> [Exercise brief]:
Please copy out each line of the listing that contains the word "controls".

> [Extracted information]:

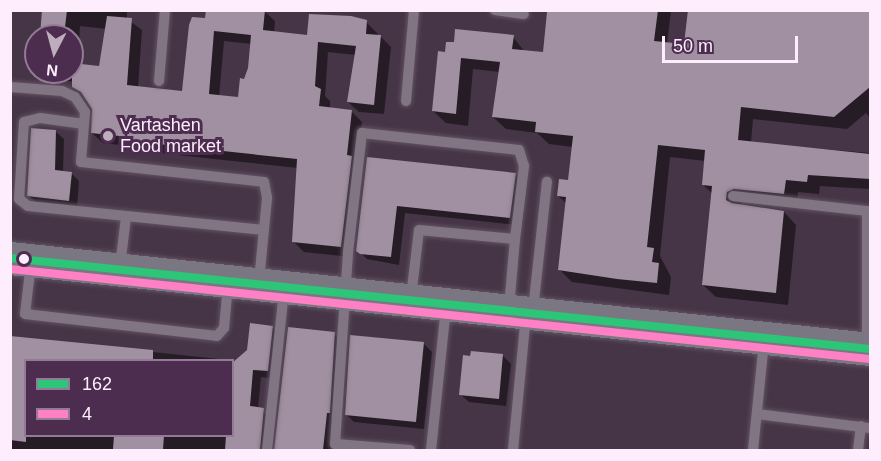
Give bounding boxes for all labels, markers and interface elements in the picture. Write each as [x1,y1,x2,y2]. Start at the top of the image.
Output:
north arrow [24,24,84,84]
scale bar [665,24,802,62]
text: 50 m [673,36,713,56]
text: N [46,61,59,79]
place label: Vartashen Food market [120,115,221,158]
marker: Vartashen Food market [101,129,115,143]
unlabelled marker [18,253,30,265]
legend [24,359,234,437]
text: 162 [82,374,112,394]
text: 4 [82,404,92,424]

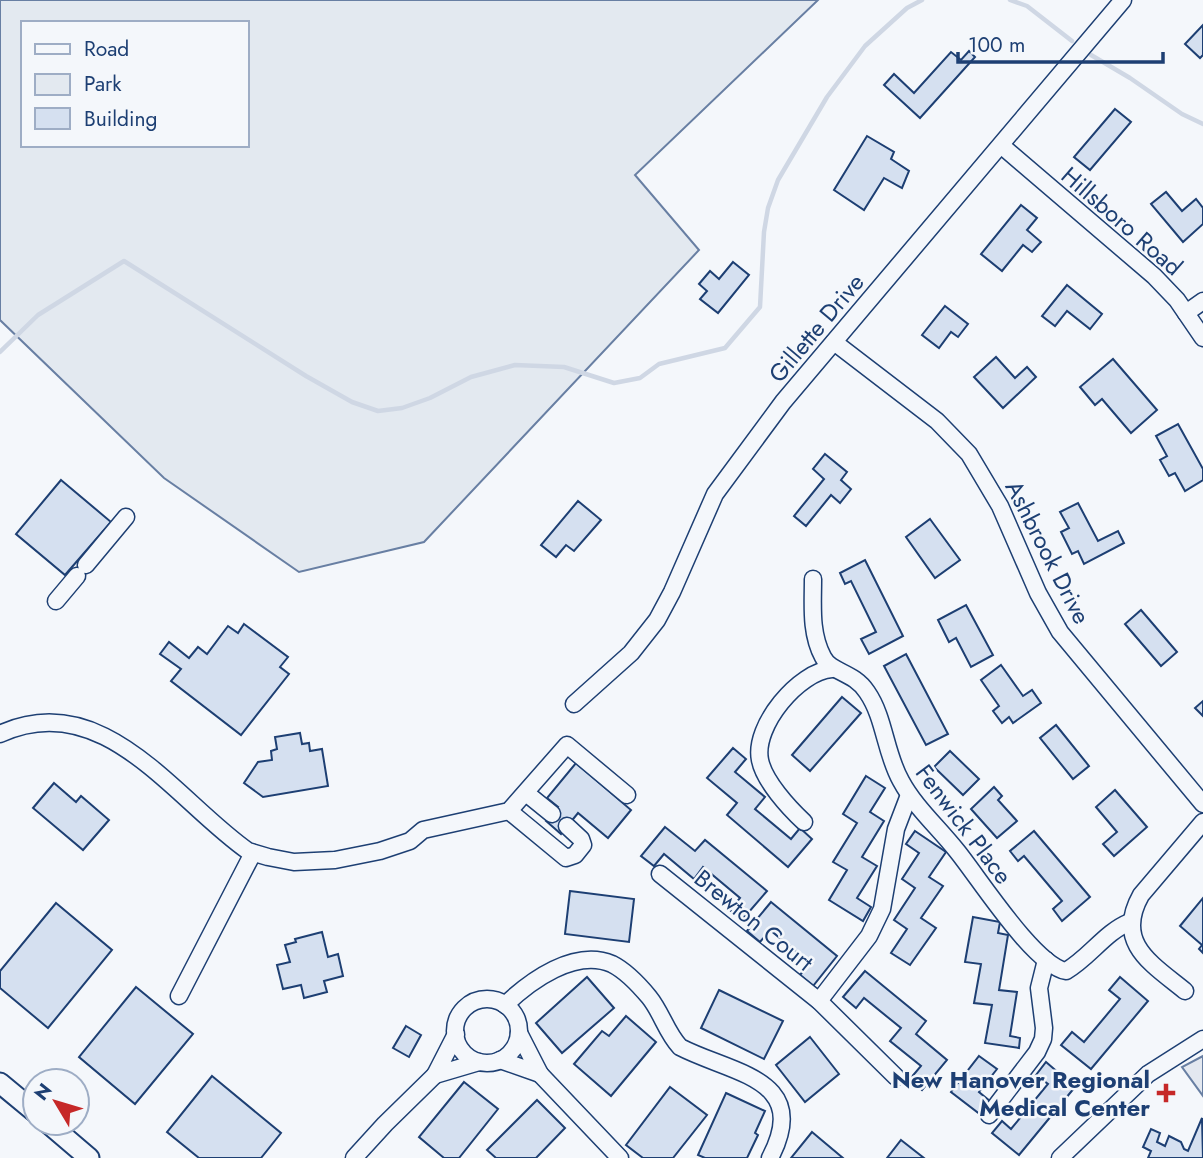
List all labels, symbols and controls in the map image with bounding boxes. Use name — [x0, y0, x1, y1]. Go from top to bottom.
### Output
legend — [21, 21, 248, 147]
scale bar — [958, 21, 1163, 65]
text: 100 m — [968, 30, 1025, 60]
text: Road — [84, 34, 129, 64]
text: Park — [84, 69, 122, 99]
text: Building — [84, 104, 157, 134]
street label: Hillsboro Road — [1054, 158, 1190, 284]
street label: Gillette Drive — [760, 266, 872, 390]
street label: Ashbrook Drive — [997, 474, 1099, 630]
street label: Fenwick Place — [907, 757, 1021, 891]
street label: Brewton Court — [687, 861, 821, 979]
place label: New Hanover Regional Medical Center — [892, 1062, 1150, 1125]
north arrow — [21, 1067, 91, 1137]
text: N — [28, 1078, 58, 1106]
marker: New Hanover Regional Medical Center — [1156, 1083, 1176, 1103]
--
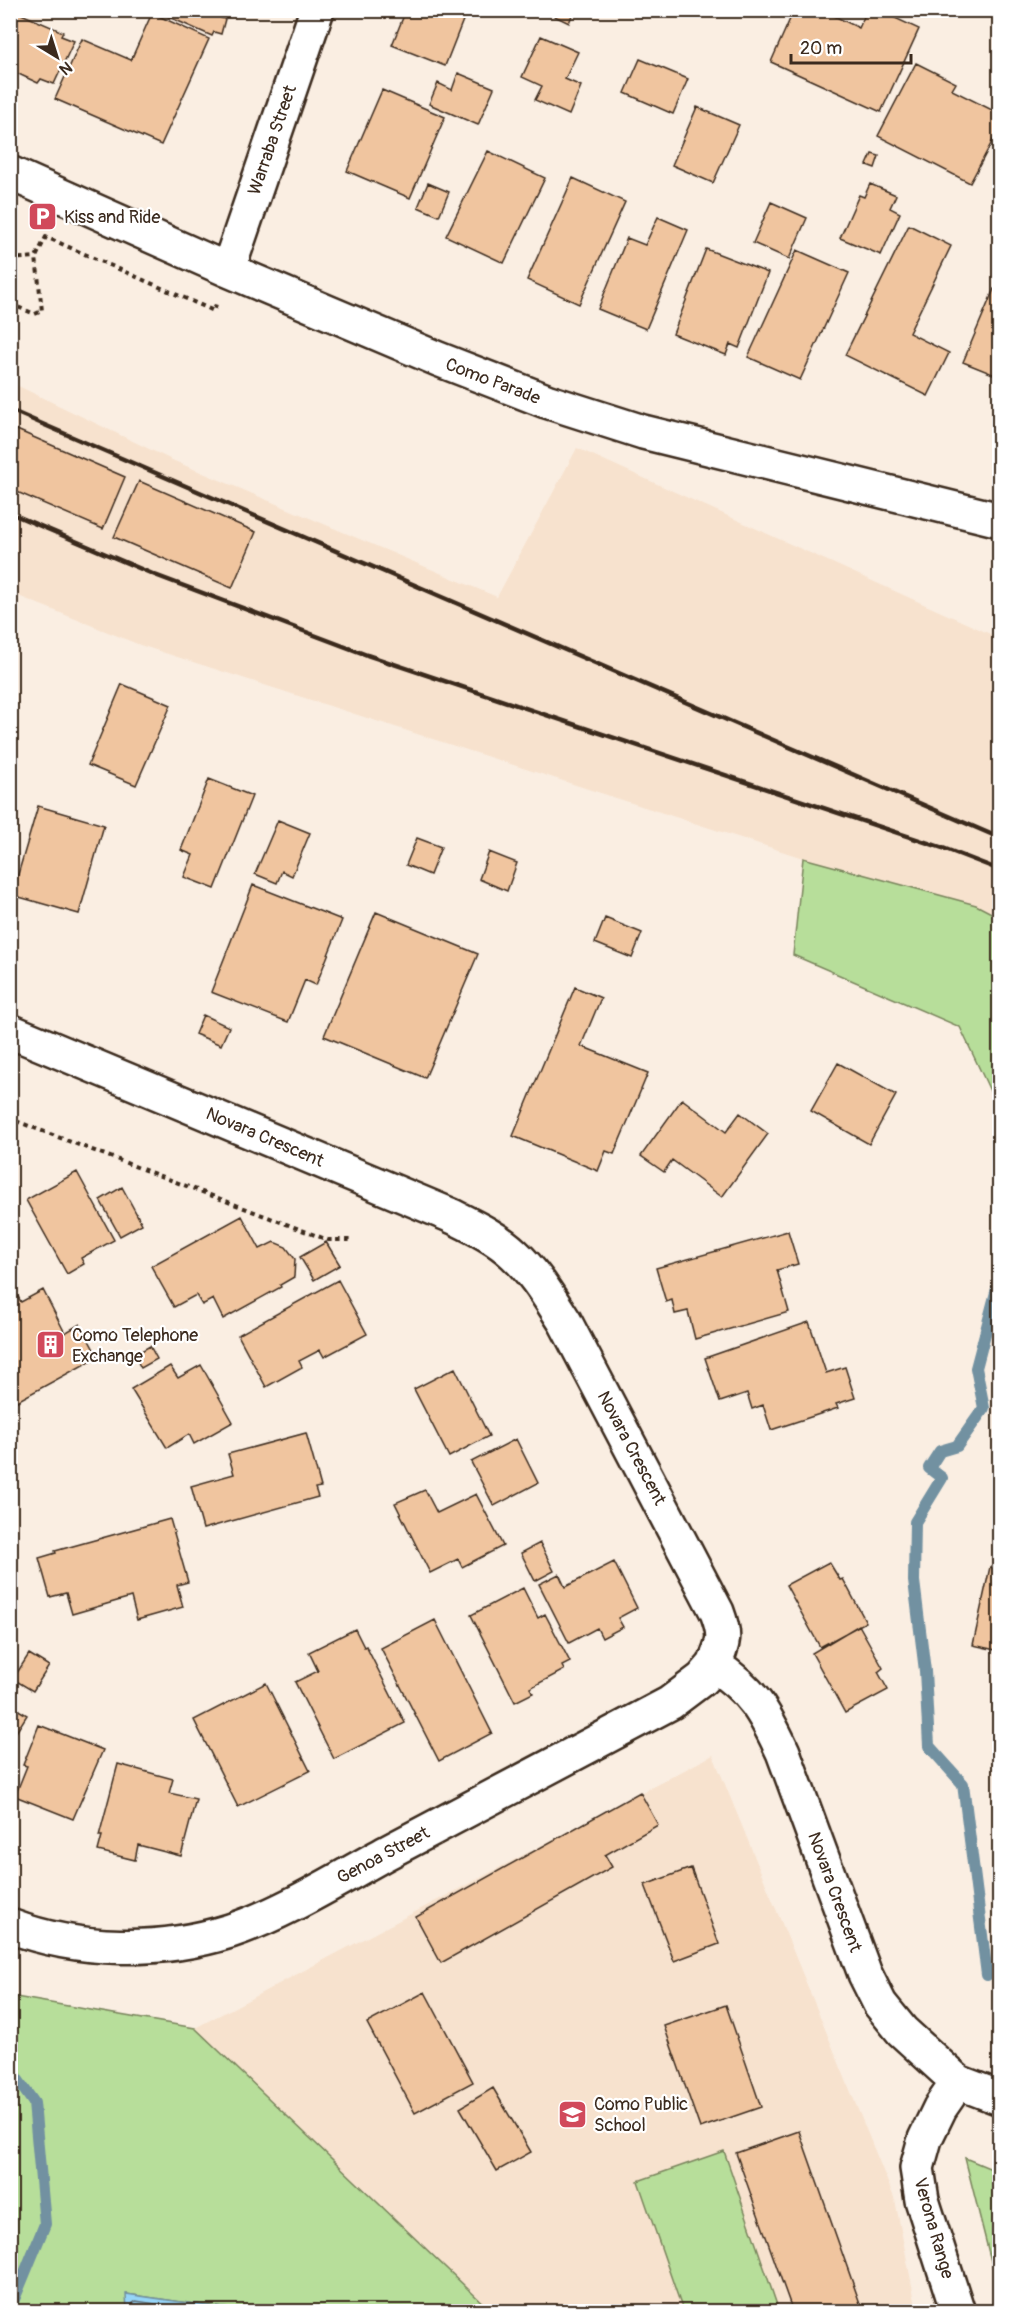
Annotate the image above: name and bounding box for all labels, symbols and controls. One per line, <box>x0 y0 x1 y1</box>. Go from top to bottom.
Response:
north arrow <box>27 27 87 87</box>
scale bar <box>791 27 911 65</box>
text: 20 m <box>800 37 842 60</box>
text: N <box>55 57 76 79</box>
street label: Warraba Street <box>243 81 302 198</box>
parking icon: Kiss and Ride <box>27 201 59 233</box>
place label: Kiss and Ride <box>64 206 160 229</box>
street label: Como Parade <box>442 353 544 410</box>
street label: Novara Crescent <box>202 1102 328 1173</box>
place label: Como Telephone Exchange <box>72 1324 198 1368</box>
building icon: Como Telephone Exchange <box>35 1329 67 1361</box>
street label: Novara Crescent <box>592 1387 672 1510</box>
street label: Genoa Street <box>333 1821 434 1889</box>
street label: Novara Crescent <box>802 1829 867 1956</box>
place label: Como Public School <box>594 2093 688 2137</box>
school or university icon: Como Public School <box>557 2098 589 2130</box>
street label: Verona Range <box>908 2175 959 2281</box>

> [Problem solution]:
List all labels, symbols and controls in the map image with bounding boxes. Use name — [x0, y0, x1, y1]. Go from top to bottom.
Annotate the image above: name and bounding box for all labels, symbols and controls. One per line, <box>x0 y0 x1 y1</box>. Go from top to bottom.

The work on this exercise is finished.